***** Data for this exercise *****

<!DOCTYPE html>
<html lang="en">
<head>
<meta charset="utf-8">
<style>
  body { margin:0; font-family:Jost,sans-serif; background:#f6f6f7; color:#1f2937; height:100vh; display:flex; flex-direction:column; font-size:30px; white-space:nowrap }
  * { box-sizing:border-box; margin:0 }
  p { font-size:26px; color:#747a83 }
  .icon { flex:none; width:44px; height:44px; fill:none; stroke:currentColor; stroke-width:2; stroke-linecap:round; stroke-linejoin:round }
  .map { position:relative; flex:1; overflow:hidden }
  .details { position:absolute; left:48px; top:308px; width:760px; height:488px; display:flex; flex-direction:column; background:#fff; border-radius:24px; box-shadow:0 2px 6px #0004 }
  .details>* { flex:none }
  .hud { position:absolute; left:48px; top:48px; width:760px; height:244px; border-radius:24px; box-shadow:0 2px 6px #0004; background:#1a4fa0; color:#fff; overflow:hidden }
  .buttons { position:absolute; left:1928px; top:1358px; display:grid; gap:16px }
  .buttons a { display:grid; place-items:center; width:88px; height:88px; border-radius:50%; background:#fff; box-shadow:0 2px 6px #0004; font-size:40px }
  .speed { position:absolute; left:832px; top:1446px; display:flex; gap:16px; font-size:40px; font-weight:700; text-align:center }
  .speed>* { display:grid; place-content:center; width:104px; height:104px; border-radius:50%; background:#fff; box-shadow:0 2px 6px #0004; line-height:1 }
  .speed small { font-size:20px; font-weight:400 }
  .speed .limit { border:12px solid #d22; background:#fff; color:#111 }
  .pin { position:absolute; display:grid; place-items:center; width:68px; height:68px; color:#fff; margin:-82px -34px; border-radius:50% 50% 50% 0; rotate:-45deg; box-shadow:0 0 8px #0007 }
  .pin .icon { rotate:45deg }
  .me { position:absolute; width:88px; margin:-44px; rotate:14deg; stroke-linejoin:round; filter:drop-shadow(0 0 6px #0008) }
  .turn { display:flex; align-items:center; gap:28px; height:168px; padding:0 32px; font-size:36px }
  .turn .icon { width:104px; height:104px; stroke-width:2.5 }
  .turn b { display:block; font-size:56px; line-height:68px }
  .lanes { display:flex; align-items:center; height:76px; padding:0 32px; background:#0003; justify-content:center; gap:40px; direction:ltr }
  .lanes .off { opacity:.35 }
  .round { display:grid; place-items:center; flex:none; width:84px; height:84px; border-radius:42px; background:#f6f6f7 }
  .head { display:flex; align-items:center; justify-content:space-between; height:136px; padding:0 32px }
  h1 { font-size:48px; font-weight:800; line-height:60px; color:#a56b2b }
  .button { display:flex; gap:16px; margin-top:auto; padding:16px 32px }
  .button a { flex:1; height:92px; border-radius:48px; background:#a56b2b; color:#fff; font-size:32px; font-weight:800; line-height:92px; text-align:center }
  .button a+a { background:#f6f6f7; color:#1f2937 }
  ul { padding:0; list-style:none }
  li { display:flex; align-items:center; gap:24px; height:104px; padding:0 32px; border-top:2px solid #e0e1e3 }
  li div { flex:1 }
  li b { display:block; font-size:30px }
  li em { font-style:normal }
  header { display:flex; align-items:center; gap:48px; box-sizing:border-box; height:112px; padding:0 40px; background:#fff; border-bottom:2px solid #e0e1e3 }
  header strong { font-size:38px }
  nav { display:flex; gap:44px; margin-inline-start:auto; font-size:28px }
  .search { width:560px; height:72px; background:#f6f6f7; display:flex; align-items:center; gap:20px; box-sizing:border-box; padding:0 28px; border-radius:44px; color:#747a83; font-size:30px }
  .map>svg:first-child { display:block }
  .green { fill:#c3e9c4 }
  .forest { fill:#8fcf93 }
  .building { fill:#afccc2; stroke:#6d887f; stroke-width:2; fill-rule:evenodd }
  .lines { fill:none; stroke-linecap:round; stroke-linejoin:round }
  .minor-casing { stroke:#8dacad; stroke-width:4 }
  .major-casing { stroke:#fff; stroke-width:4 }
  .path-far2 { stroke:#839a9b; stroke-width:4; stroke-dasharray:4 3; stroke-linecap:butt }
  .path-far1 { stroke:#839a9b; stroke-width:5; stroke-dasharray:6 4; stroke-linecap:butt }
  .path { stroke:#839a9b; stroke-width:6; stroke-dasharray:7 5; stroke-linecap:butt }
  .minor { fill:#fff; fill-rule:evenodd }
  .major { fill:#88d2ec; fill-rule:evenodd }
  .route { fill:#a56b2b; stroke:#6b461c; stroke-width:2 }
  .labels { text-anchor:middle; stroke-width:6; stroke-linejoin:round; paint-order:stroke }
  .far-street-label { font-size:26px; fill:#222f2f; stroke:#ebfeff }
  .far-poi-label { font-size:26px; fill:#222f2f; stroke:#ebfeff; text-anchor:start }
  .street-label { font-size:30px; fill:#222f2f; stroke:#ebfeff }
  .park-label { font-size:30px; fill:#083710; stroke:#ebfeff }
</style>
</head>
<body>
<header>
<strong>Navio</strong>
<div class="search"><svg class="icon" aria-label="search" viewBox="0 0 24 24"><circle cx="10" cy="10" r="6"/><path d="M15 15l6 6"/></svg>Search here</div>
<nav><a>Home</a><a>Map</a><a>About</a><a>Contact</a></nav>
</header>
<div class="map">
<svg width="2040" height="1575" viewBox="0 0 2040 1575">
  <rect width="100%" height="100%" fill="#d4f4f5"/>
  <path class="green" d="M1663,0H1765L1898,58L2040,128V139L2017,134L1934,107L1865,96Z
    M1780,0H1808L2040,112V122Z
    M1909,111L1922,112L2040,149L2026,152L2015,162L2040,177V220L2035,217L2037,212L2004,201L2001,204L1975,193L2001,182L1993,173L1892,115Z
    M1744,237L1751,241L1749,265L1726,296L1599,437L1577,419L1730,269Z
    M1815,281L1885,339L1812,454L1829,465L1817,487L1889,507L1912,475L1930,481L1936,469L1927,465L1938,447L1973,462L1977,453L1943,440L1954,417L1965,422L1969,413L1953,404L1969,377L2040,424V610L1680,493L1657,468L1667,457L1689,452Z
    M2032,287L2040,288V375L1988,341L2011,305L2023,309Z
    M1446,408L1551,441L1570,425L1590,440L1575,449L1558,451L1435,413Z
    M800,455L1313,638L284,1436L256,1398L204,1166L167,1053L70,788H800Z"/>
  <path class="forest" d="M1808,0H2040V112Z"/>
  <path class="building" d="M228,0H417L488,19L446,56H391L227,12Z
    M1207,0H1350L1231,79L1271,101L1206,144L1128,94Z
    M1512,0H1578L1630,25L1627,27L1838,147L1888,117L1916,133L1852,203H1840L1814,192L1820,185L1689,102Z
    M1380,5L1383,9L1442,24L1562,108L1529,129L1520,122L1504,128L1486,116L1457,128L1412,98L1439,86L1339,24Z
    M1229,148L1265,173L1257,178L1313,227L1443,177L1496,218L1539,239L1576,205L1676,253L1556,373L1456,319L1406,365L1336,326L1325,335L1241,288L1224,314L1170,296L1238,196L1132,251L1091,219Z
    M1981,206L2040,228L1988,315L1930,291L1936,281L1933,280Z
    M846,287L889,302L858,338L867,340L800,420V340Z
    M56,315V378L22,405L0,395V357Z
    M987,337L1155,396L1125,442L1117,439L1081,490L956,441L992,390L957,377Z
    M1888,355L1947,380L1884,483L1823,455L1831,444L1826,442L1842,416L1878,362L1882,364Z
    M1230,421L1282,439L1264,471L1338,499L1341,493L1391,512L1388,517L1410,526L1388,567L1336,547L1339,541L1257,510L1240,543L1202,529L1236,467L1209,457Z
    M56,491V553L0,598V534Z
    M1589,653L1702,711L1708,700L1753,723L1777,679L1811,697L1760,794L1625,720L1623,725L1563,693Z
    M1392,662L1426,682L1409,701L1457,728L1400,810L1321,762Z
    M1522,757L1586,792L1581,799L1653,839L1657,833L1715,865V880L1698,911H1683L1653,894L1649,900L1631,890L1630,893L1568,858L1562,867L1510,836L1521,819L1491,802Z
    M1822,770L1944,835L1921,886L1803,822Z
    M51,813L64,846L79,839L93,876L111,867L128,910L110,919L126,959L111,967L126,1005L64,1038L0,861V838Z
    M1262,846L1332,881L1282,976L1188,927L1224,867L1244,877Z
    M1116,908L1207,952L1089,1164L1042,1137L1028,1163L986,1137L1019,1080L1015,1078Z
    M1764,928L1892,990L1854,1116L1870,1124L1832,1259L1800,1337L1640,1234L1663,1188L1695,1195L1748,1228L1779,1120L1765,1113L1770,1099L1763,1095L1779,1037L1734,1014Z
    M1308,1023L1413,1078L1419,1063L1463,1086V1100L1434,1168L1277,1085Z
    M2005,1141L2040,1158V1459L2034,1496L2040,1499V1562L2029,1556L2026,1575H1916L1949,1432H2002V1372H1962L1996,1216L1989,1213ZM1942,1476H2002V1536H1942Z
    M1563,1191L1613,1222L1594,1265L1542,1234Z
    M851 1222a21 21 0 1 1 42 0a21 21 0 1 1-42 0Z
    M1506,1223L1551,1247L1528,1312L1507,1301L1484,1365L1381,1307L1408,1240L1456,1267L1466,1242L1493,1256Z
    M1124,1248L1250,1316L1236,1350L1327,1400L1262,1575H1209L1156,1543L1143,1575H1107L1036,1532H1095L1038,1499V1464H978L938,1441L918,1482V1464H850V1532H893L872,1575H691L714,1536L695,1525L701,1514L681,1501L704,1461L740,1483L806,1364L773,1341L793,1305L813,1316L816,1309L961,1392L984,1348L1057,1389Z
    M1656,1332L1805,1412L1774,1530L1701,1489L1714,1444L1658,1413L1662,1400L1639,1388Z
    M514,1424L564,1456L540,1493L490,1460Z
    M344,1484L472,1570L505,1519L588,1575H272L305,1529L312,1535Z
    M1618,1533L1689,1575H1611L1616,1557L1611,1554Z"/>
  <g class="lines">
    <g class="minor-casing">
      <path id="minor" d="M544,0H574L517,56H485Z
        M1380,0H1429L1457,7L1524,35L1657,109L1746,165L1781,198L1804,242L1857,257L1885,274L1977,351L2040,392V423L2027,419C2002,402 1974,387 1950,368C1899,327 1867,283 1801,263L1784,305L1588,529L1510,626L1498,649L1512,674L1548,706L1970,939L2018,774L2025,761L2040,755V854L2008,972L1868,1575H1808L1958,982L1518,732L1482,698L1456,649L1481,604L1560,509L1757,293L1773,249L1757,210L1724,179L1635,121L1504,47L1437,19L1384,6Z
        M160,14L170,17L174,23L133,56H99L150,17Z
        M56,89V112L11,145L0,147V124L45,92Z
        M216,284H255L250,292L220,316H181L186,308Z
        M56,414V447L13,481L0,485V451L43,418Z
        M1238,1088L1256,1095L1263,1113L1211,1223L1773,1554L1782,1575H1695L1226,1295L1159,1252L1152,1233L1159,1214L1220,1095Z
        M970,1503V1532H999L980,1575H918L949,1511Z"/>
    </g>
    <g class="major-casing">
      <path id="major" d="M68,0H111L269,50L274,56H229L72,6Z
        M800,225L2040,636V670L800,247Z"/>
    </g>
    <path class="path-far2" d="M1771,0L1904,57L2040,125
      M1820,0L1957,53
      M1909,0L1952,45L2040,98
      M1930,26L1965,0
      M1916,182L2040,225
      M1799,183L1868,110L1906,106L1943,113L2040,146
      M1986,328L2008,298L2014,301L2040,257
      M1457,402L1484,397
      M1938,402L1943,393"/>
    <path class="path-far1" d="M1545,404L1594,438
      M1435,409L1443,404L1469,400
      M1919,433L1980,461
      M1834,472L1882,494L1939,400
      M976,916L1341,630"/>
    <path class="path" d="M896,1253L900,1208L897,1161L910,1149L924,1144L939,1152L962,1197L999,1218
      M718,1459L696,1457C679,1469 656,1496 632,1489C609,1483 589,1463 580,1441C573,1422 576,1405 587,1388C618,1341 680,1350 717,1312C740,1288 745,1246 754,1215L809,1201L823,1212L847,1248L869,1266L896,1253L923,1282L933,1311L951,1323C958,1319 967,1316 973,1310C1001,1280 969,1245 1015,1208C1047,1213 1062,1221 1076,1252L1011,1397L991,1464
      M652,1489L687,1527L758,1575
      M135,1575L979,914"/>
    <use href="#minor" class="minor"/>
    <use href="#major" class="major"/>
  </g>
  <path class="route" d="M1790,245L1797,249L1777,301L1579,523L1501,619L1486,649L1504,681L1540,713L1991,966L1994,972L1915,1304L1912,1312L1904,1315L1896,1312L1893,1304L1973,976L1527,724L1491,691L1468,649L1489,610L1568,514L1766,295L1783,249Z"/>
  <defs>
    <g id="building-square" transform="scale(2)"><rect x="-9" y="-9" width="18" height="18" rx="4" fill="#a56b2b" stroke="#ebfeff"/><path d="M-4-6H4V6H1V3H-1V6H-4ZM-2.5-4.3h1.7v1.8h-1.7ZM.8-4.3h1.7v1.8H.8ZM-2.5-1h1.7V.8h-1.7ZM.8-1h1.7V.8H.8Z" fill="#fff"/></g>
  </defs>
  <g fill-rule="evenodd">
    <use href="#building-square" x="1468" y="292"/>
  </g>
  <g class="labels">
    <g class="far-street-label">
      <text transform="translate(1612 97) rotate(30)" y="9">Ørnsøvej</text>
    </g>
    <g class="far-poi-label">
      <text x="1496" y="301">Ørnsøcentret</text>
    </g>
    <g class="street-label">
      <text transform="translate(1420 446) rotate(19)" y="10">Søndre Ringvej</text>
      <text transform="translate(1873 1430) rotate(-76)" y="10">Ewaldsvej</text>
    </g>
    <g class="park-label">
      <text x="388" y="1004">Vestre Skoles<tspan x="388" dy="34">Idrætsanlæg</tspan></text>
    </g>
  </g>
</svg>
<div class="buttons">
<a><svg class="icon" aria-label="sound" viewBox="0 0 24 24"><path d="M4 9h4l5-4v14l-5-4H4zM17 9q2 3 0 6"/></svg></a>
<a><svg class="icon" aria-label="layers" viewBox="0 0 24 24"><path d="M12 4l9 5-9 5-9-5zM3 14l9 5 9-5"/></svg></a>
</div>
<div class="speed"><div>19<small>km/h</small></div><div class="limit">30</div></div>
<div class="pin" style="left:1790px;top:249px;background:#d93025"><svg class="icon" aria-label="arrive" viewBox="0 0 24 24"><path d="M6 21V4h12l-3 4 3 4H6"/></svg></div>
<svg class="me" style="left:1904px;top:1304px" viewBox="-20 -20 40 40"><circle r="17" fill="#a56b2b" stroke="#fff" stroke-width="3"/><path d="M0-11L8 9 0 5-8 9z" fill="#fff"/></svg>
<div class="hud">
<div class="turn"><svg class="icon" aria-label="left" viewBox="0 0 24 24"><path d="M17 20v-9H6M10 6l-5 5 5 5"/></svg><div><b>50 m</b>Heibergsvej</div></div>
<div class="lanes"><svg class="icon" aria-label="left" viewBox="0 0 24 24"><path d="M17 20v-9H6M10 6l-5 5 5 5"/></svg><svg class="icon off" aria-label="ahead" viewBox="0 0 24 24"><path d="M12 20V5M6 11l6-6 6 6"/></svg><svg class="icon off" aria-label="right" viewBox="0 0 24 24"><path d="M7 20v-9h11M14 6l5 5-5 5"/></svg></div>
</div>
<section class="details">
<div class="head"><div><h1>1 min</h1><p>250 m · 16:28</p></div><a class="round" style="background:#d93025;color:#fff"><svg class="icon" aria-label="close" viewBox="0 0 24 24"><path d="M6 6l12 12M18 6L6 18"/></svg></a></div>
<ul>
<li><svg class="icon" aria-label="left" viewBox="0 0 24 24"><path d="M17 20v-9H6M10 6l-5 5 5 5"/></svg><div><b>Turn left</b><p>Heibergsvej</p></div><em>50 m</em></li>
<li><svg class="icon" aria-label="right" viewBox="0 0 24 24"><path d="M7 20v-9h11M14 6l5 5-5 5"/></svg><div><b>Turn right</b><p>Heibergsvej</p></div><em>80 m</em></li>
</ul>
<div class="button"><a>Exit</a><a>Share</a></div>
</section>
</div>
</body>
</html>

*****

**To do**
Wherever a line of the material has the word "limit", add it to a tally; give only the final number.

**Output below**
2